*WORKING DATA*:
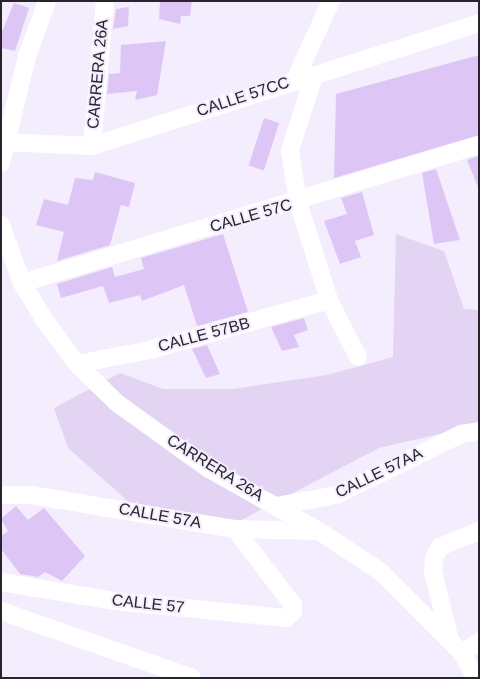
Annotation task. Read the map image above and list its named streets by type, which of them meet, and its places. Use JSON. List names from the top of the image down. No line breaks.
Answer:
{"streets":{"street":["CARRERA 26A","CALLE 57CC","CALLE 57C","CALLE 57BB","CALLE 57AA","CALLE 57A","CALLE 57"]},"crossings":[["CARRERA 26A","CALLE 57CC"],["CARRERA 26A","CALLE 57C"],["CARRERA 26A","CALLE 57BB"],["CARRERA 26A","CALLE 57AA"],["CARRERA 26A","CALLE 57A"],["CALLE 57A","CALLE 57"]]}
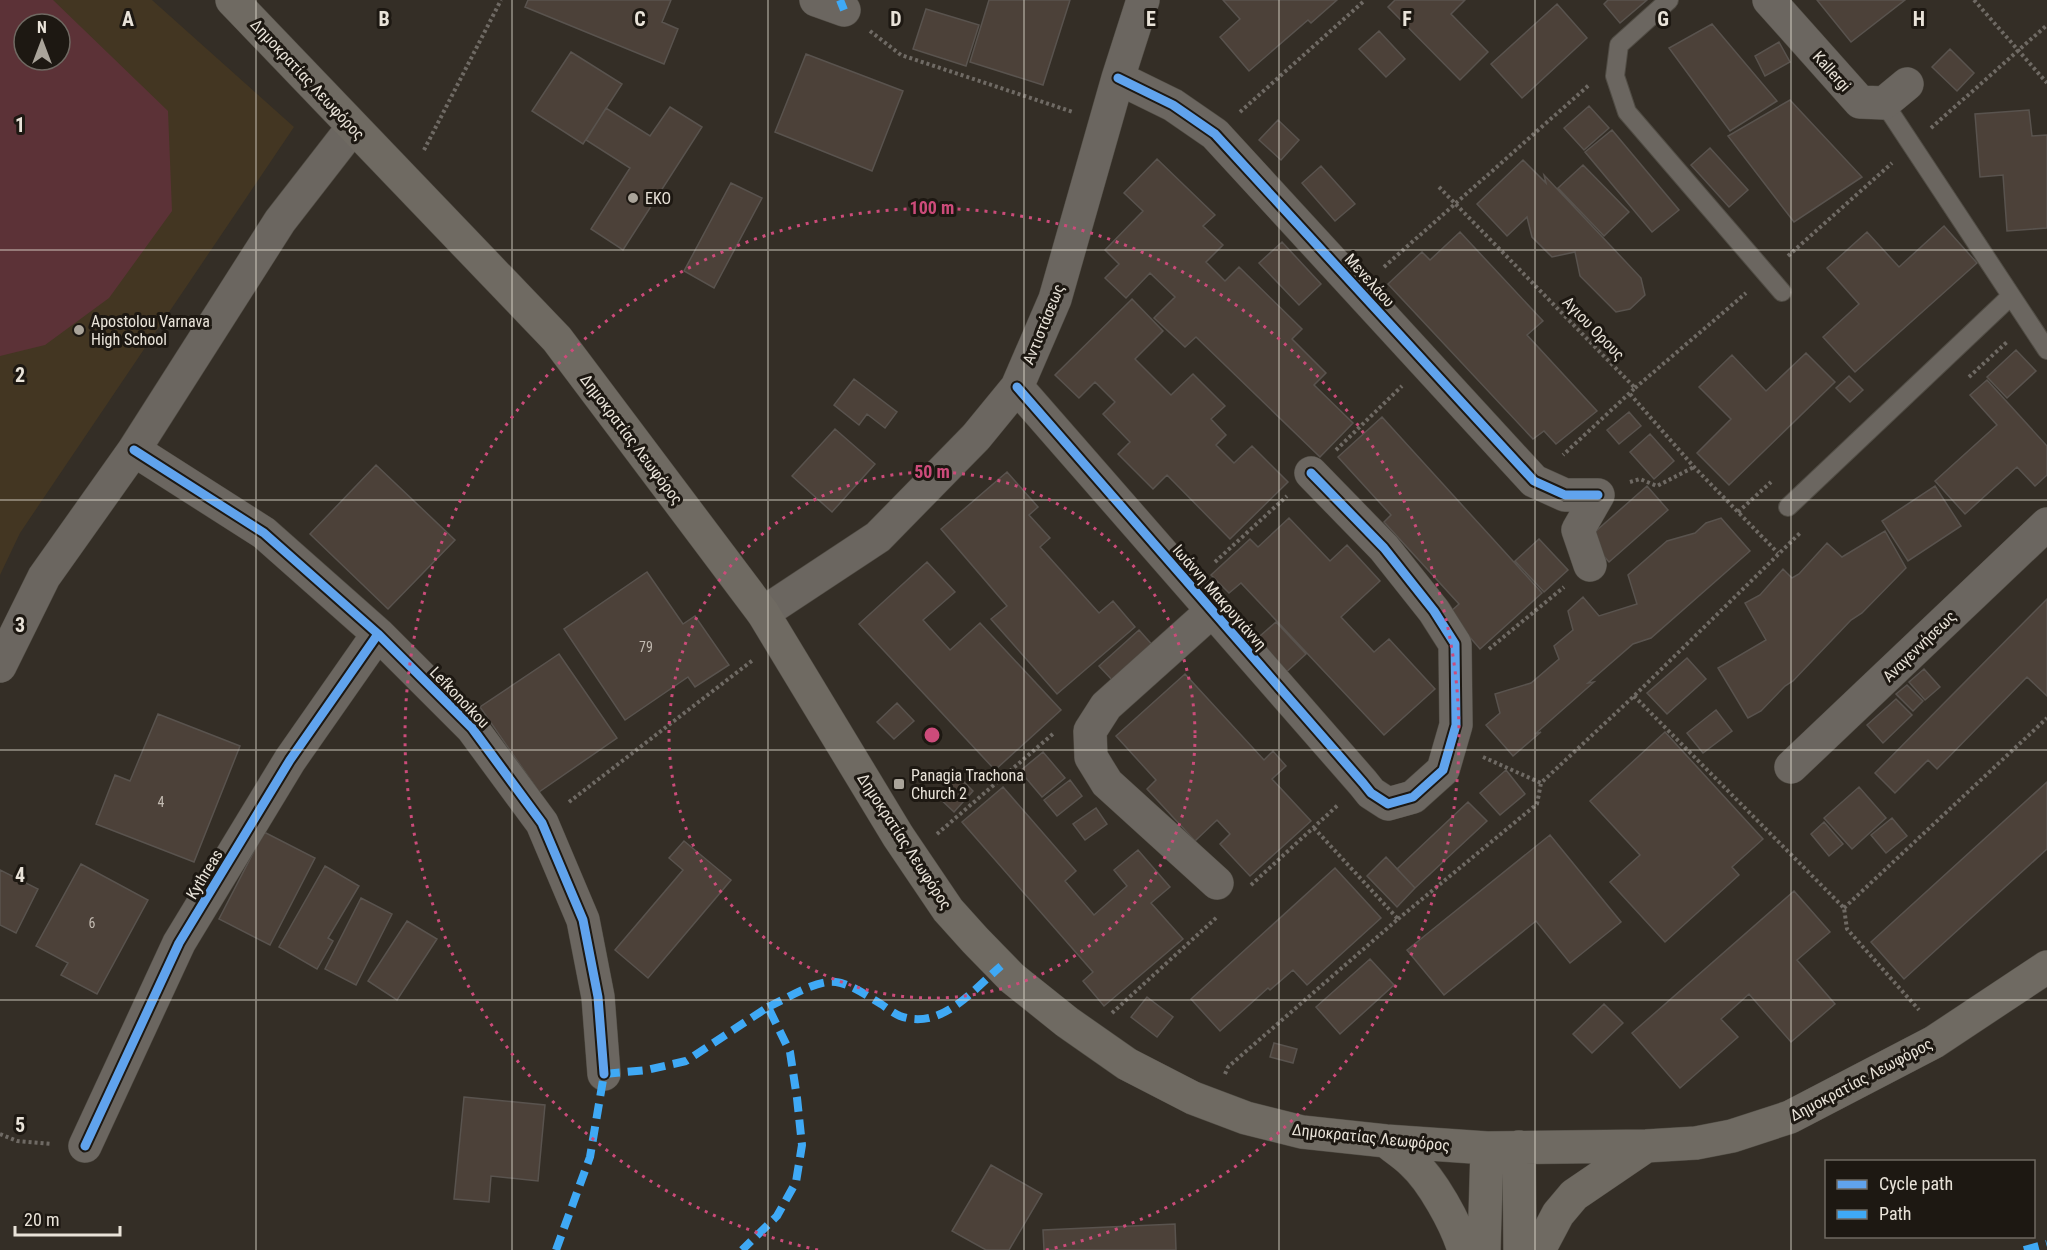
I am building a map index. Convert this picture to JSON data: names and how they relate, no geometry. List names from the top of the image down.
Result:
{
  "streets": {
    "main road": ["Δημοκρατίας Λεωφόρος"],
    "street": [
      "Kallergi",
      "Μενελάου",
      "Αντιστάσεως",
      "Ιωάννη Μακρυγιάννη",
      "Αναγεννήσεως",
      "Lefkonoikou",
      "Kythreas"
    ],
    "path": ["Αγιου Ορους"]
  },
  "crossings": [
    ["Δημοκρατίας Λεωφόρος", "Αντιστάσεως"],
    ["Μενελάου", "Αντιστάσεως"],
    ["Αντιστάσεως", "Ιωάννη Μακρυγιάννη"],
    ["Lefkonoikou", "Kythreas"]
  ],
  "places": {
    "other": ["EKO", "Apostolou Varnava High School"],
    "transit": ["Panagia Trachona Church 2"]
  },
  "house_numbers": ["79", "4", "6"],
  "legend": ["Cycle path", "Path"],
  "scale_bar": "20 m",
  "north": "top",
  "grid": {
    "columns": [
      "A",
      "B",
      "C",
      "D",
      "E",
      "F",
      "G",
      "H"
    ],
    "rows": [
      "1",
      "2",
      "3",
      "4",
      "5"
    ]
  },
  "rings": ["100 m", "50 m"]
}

*WHAT THE EXERCISE ASKS*: Scan the lines above for the word "JSON". Return each one that has it.

*ANSWER BOX*:
Annotation task. Read the map image above and list its named streets by type, which of them meet, and its places. Use JSON. List names from the top of the image down. No line breaks.
I am building a map index. Convert this picture to JSON data: names and how they relate, no geometry. List names from the top of the image down.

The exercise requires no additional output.